=== Required action ===
Your answer should be one number, the count of lines in the records that carry the string "controls".

=== Data supplied ===
--- --- ---

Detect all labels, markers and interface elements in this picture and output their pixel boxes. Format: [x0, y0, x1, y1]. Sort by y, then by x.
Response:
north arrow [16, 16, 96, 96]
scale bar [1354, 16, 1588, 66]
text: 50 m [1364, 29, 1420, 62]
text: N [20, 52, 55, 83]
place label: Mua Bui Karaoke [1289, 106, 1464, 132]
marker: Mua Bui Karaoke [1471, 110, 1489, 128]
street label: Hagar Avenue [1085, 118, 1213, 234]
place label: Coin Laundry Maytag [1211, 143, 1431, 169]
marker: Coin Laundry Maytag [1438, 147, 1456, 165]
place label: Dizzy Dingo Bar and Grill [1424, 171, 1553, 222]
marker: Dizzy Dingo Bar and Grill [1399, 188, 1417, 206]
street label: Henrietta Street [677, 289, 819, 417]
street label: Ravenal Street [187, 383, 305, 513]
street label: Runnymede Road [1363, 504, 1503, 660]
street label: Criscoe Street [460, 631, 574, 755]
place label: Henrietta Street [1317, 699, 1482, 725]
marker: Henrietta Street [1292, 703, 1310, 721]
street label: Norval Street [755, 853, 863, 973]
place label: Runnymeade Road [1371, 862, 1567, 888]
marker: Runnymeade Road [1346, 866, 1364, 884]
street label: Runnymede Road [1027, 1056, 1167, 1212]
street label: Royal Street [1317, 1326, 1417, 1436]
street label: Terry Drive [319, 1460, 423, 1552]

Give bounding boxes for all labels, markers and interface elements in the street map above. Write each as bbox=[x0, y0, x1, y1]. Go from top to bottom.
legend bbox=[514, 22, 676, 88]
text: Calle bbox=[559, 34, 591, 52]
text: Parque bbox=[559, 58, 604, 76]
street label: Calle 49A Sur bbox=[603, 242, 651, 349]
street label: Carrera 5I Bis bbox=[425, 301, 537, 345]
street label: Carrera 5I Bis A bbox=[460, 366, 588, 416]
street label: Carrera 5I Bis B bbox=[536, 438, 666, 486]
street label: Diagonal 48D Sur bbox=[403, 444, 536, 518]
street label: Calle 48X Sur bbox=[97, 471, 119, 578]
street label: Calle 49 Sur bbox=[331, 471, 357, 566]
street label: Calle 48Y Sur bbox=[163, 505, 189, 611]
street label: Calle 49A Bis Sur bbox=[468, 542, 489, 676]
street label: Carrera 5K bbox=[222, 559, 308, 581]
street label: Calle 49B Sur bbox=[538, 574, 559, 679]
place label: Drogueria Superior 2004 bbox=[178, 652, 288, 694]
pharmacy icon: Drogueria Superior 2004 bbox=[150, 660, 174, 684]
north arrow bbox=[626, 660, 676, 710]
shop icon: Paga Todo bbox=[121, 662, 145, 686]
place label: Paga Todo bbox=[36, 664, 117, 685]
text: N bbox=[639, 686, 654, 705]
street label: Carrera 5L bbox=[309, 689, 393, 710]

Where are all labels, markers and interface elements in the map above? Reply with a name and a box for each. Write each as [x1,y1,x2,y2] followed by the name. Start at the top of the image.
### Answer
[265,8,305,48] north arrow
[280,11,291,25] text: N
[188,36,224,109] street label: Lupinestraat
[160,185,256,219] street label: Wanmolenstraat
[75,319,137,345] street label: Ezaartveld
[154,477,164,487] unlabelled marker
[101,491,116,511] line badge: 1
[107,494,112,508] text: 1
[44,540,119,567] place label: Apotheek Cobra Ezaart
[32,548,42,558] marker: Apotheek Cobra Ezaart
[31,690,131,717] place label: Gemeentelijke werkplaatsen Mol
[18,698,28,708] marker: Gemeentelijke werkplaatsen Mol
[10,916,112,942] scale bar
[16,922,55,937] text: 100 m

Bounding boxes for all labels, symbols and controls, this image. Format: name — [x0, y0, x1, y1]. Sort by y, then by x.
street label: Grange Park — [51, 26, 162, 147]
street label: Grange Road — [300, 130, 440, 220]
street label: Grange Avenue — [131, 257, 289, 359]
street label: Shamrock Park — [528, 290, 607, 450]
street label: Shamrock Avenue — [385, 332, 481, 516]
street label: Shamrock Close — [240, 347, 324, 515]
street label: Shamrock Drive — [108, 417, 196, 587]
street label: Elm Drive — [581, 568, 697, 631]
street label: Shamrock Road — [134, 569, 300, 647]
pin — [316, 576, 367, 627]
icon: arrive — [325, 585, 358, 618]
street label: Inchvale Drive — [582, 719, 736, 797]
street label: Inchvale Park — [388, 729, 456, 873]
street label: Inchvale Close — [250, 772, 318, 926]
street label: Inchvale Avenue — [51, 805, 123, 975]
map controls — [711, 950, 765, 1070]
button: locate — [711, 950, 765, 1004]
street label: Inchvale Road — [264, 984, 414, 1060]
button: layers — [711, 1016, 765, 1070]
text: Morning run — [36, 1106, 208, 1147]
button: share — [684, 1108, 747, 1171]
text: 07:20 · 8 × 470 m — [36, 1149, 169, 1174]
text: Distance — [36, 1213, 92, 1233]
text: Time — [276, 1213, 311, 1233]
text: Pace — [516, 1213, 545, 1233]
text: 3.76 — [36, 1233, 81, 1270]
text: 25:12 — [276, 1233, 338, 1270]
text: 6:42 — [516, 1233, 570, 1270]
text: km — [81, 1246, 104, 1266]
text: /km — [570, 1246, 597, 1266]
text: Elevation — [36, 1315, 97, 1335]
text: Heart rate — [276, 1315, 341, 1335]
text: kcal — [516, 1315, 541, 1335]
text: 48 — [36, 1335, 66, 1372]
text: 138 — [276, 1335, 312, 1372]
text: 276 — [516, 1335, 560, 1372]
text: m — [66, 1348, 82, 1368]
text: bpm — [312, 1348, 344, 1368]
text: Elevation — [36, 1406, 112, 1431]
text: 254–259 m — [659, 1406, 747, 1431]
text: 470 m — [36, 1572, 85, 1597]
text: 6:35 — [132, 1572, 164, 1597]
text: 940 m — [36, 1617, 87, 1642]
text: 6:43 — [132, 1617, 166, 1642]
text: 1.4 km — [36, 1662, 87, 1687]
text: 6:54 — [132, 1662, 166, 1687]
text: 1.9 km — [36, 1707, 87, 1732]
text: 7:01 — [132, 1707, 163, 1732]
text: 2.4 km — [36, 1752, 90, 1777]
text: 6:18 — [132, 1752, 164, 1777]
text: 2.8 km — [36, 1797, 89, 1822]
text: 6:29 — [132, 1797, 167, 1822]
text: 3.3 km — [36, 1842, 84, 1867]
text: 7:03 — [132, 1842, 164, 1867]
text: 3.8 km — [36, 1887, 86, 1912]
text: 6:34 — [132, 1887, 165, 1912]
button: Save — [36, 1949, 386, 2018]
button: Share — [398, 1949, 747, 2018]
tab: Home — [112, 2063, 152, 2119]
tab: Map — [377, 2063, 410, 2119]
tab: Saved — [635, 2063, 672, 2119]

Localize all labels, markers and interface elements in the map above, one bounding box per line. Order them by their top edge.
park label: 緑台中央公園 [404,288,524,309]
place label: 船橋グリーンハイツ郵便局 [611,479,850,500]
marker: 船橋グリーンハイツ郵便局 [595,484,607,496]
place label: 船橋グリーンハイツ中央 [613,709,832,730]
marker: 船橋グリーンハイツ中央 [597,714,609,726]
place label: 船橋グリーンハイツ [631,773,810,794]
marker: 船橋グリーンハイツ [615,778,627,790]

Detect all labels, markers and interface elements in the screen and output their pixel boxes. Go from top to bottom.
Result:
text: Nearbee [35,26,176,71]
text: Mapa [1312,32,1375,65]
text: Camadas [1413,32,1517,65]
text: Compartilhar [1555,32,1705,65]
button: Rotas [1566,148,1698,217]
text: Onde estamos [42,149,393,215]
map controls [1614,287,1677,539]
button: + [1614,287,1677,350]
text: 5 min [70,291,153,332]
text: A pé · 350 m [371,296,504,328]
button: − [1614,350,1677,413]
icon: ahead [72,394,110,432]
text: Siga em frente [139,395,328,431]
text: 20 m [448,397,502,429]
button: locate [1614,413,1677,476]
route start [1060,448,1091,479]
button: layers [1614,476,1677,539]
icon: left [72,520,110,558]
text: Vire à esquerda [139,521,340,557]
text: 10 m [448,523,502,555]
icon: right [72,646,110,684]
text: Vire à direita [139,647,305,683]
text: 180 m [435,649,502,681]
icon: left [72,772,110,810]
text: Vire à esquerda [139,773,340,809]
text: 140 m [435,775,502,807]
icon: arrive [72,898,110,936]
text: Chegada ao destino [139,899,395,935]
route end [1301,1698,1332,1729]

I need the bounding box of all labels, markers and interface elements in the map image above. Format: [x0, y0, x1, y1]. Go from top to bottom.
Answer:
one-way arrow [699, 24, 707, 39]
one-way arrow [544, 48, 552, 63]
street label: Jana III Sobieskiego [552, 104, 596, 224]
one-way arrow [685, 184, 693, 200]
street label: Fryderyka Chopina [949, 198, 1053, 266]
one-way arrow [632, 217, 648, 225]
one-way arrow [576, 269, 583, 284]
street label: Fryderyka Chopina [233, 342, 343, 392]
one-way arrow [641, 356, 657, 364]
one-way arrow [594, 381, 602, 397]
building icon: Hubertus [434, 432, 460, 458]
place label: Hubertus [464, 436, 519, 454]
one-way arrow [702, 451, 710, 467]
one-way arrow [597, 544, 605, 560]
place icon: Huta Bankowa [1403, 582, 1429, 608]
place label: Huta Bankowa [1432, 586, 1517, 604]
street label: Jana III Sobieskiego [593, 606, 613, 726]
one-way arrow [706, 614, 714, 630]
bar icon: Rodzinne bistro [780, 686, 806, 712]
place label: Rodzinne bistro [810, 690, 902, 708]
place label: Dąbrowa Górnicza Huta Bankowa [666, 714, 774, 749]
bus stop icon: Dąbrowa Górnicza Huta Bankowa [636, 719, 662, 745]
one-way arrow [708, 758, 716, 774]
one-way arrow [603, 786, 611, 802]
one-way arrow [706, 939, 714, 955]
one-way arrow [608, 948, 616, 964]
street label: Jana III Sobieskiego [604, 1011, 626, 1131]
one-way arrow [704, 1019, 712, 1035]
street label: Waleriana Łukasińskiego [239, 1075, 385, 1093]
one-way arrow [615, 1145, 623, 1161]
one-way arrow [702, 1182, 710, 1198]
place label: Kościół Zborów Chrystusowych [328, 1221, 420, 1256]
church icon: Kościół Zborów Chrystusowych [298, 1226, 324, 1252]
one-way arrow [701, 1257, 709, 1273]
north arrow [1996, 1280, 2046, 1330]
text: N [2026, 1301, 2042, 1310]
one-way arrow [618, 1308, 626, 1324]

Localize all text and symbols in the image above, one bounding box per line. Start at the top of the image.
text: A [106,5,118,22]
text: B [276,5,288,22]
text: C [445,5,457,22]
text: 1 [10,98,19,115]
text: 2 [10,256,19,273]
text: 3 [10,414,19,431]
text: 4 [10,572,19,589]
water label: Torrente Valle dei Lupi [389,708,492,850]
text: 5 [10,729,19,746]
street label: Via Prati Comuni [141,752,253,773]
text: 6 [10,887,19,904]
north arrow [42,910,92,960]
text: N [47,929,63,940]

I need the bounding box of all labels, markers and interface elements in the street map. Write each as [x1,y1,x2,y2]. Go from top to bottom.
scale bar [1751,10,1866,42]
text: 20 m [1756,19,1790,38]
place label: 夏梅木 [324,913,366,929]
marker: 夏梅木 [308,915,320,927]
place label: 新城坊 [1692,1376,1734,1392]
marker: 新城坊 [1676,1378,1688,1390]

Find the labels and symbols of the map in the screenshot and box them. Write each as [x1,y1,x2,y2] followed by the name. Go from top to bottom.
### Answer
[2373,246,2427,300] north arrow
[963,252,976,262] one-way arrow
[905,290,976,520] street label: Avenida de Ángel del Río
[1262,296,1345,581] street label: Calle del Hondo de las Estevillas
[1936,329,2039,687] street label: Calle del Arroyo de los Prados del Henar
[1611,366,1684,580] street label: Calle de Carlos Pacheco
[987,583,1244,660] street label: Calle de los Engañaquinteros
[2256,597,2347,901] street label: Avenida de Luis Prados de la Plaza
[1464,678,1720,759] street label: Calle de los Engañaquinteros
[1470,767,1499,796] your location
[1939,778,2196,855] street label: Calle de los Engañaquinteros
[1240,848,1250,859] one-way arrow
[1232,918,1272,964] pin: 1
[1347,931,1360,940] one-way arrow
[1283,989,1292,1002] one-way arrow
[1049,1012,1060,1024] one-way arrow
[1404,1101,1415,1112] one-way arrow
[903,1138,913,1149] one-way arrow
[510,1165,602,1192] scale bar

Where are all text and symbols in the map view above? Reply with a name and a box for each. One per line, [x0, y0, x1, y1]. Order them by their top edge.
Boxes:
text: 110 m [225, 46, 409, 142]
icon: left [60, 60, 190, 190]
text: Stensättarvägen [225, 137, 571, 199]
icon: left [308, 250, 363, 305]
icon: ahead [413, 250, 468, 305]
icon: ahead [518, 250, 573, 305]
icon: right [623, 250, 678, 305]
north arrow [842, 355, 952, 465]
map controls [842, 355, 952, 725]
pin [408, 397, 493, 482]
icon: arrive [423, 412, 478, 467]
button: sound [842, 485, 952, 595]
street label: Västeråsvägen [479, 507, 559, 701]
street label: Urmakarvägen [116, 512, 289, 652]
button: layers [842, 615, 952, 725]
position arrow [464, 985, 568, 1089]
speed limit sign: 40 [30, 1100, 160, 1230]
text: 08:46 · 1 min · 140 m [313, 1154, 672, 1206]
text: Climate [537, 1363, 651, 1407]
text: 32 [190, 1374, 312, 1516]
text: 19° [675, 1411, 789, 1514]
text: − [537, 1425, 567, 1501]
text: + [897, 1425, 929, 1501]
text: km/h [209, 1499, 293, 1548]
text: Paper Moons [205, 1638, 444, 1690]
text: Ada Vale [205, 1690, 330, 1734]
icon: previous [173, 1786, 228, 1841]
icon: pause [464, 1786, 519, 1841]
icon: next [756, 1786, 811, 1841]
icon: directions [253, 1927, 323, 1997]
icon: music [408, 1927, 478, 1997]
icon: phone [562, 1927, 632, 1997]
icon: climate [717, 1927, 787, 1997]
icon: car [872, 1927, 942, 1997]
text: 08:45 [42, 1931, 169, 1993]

--- --- ---

=== Written solution ===
4